SOURCE DATA:
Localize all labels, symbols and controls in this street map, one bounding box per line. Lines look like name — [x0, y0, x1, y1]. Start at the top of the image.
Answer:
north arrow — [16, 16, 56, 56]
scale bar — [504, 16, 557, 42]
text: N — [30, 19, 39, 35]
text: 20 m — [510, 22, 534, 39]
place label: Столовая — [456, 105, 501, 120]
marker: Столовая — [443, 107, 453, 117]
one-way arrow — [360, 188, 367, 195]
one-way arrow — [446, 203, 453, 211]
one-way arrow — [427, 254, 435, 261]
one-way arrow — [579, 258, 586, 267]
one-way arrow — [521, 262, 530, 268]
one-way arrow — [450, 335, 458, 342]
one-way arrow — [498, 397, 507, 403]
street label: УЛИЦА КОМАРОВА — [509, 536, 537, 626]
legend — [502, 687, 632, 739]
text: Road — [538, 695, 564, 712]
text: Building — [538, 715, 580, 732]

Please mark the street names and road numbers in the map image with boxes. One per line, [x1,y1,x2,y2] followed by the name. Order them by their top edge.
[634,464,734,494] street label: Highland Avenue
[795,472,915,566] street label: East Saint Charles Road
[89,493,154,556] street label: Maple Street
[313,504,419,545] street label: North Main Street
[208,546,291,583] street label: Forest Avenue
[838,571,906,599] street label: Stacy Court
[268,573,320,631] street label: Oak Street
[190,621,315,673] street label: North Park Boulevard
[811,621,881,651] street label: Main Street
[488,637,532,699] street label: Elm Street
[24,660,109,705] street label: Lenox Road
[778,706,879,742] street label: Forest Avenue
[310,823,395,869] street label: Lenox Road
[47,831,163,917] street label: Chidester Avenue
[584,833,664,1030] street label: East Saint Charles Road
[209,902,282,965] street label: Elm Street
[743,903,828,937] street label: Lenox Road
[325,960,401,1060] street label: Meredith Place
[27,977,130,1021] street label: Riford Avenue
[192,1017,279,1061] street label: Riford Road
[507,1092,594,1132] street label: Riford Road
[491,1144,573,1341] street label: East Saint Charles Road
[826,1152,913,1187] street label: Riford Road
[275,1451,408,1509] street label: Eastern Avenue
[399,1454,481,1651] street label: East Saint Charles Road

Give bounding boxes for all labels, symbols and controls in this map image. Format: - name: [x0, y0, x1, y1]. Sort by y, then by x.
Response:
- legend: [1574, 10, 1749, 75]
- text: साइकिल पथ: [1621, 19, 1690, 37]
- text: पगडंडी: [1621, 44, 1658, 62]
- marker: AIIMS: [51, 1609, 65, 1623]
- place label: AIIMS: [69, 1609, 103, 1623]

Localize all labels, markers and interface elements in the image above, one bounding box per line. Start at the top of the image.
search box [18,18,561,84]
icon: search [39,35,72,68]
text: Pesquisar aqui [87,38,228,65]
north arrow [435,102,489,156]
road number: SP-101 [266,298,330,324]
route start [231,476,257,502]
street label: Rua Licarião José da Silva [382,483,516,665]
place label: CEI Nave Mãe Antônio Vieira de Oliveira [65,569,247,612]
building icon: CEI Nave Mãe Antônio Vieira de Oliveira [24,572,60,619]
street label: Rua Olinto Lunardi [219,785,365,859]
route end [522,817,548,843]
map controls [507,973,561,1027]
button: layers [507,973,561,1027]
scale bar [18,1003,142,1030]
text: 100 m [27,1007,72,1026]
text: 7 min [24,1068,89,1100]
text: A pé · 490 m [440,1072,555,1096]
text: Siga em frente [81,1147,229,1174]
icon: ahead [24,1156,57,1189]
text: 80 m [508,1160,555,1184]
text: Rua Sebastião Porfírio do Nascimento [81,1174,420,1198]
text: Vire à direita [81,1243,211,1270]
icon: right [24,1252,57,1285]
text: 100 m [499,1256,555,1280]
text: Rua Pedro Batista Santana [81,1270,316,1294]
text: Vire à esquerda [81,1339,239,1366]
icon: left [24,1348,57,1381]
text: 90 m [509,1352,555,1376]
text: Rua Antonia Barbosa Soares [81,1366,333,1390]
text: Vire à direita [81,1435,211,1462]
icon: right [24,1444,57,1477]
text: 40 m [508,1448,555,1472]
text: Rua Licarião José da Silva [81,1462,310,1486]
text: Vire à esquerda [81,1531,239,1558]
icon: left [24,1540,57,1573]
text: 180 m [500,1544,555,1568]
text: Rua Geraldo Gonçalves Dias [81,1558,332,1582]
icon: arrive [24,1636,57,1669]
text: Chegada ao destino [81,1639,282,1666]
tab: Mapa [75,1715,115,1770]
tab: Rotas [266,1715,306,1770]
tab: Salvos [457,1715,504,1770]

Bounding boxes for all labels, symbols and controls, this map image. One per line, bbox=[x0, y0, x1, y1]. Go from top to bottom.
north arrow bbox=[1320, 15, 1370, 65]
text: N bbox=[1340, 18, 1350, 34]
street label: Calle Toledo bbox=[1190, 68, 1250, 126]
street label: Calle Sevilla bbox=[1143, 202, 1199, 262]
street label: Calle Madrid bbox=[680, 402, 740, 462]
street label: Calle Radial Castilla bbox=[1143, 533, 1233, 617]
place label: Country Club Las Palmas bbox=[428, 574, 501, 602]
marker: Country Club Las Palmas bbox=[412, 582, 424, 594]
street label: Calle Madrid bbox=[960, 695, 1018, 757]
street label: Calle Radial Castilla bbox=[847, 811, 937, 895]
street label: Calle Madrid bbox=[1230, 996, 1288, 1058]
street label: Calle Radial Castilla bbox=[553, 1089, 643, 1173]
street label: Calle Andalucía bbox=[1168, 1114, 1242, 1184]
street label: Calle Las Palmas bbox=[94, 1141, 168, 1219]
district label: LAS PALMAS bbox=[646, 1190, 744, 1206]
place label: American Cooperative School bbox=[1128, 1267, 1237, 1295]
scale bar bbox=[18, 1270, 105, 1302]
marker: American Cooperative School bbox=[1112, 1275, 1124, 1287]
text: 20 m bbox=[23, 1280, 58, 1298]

YOUR OBJECTIVE:
For this exercise, retype each entry from above exactly as it stands.

COMPLETED EXERCISE:
Localize all labels, symbols and controls in this street map, one bounding box per line. Lines look like name — [x0, y0, x1, y1]. Start at the top of the image.
Answer:
north arrow — [16, 16, 56, 56]
scale bar — [504, 16, 557, 42]
text: N — [30, 19, 39, 35]
text: 20 m — [510, 22, 534, 39]
place label: Столовая — [456, 105, 501, 120]
marker: Столовая — [443, 107, 453, 117]
one-way arrow — [360, 188, 367, 195]
one-way arrow — [446, 203, 453, 211]
one-way arrow — [427, 254, 435, 261]
one-way arrow — [579, 258, 586, 267]
one-way arrow — [521, 262, 530, 268]
one-way arrow — [450, 335, 458, 342]
one-way arrow — [498, 397, 507, 403]
street label: УЛИЦА КОМАРОВА — [509, 536, 537, 626]
legend — [502, 687, 632, 739]
text: Road — [538, 695, 564, 712]
text: Building — [538, 715, 580, 732]

Please mark the street names and road numbers in the map image with boxes. One per line, [x1,y1,x2,y2] followed by the name. Order them by their top edge.
[634,464,734,494] street label: Highland Avenue
[795,472,915,566] street label: East Saint Charles Road
[89,493,154,556] street label: Maple Street
[313,504,419,545] street label: North Main Street
[208,546,291,583] street label: Forest Avenue
[838,571,906,599] street label: Stacy Court
[268,573,320,631] street label: Oak Street
[190,621,315,673] street label: North Park Boulevard
[811,621,881,651] street label: Main Street
[488,637,532,699] street label: Elm Street
[24,660,109,705] street label: Lenox Road
[778,706,879,742] street label: Forest Avenue
[310,823,395,869] street label: Lenox Road
[47,831,163,917] street label: Chidester Avenue
[584,833,664,1030] street label: East Saint Charles Road
[209,902,282,965] street label: Elm Street
[743,903,828,937] street label: Lenox Road
[325,960,401,1060] street label: Meredith Place
[27,977,130,1021] street label: Riford Avenue
[192,1017,279,1061] street label: Riford Road
[507,1092,594,1132] street label: Riford Road
[491,1144,573,1341] street label: East Saint Charles Road
[826,1152,913,1187] street label: Riford Road
[275,1451,408,1509] street label: Eastern Avenue
[399,1454,481,1651] street label: East Saint Charles Road

Give bounding boxes for all labels, symbols and controls in this map image. Format: - name: [x0, y0, x1, y1]. Sort by y, then by x.
Response:
- legend: [1574, 10, 1749, 75]
- text: साइकिल पथ: [1621, 19, 1690, 37]
- text: पगडंडी: [1621, 44, 1658, 62]
- marker: AIIMS: [51, 1609, 65, 1623]
- place label: AIIMS: [69, 1609, 103, 1623]

Localize all labels, markers and interface elements in the image above, one bounding box per line. Start at the top of the image.
search box [18,18,561,84]
icon: search [39,35,72,68]
text: Pesquisar aqui [87,38,228,65]
north arrow [435,102,489,156]
road number: SP-101 [266,298,330,324]
route start [231,476,257,502]
street label: Rua Licarião José da Silva [382,483,516,665]
place label: CEI Nave Mãe Antônio Vieira de Oliveira [65,569,247,612]
building icon: CEI Nave Mãe Antônio Vieira de Oliveira [24,572,60,619]
street label: Rua Olinto Lunardi [219,785,365,859]
route end [522,817,548,843]
map controls [507,973,561,1027]
button: layers [507,973,561,1027]
scale bar [18,1003,142,1030]
text: 100 m [27,1007,72,1026]
text: 7 min [24,1068,89,1100]
text: A pé · 490 m [440,1072,555,1096]
text: Siga em frente [81,1147,229,1174]
icon: ahead [24,1156,57,1189]
text: 80 m [508,1160,555,1184]
text: Rua Sebastião Porfírio do Nascimento [81,1174,420,1198]
text: Vire à direita [81,1243,211,1270]
icon: right [24,1252,57,1285]
text: 100 m [499,1256,555,1280]
text: Rua Pedro Batista Santana [81,1270,316,1294]
text: Vire à esquerda [81,1339,239,1366]
icon: left [24,1348,57,1381]
text: 90 m [509,1352,555,1376]
text: Rua Antonia Barbosa Soares [81,1366,333,1390]
text: Vire à direita [81,1435,211,1462]
icon: right [24,1444,57,1477]
text: 40 m [508,1448,555,1472]
text: Rua Licarião José da Silva [81,1462,310,1486]
text: Vire à esquerda [81,1531,239,1558]
icon: left [24,1540,57,1573]
text: 180 m [500,1544,555,1568]
text: Rua Geraldo Gonçalves Dias [81,1558,332,1582]
icon: arrive [24,1636,57,1669]
text: Chegada ao destino [81,1639,282,1666]
tab: Mapa [75,1715,115,1770]
tab: Rotas [266,1715,306,1770]
tab: Salvos [457,1715,504,1770]

Bounding boxes for all labels, symbols and controls, this map image. One per line, bbox=[x0, y0, x1, y1]. Go from top to bottom.
north arrow bbox=[1320, 15, 1370, 65]
text: N bbox=[1340, 18, 1350, 34]
street label: Calle Toledo bbox=[1190, 68, 1250, 126]
street label: Calle Sevilla bbox=[1143, 202, 1199, 262]
street label: Calle Madrid bbox=[680, 402, 740, 462]
street label: Calle Radial Castilla bbox=[1143, 533, 1233, 617]
place label: Country Club Las Palmas bbox=[428, 574, 501, 602]
marker: Country Club Las Palmas bbox=[412, 582, 424, 594]
street label: Calle Madrid bbox=[960, 695, 1018, 757]
street label: Calle Radial Castilla bbox=[847, 811, 937, 895]
street label: Calle Madrid bbox=[1230, 996, 1288, 1058]
street label: Calle Radial Castilla bbox=[553, 1089, 643, 1173]
street label: Calle Andalucía bbox=[1168, 1114, 1242, 1184]
street label: Calle Las Palmas bbox=[94, 1141, 168, 1219]
district label: LAS PALMAS bbox=[646, 1190, 744, 1206]
place label: American Cooperative School bbox=[1128, 1267, 1237, 1295]
scale bar bbox=[18, 1270, 105, 1302]
marker: American Cooperative School bbox=[1112, 1275, 1124, 1287]
text: 20 m bbox=[23, 1280, 58, 1298]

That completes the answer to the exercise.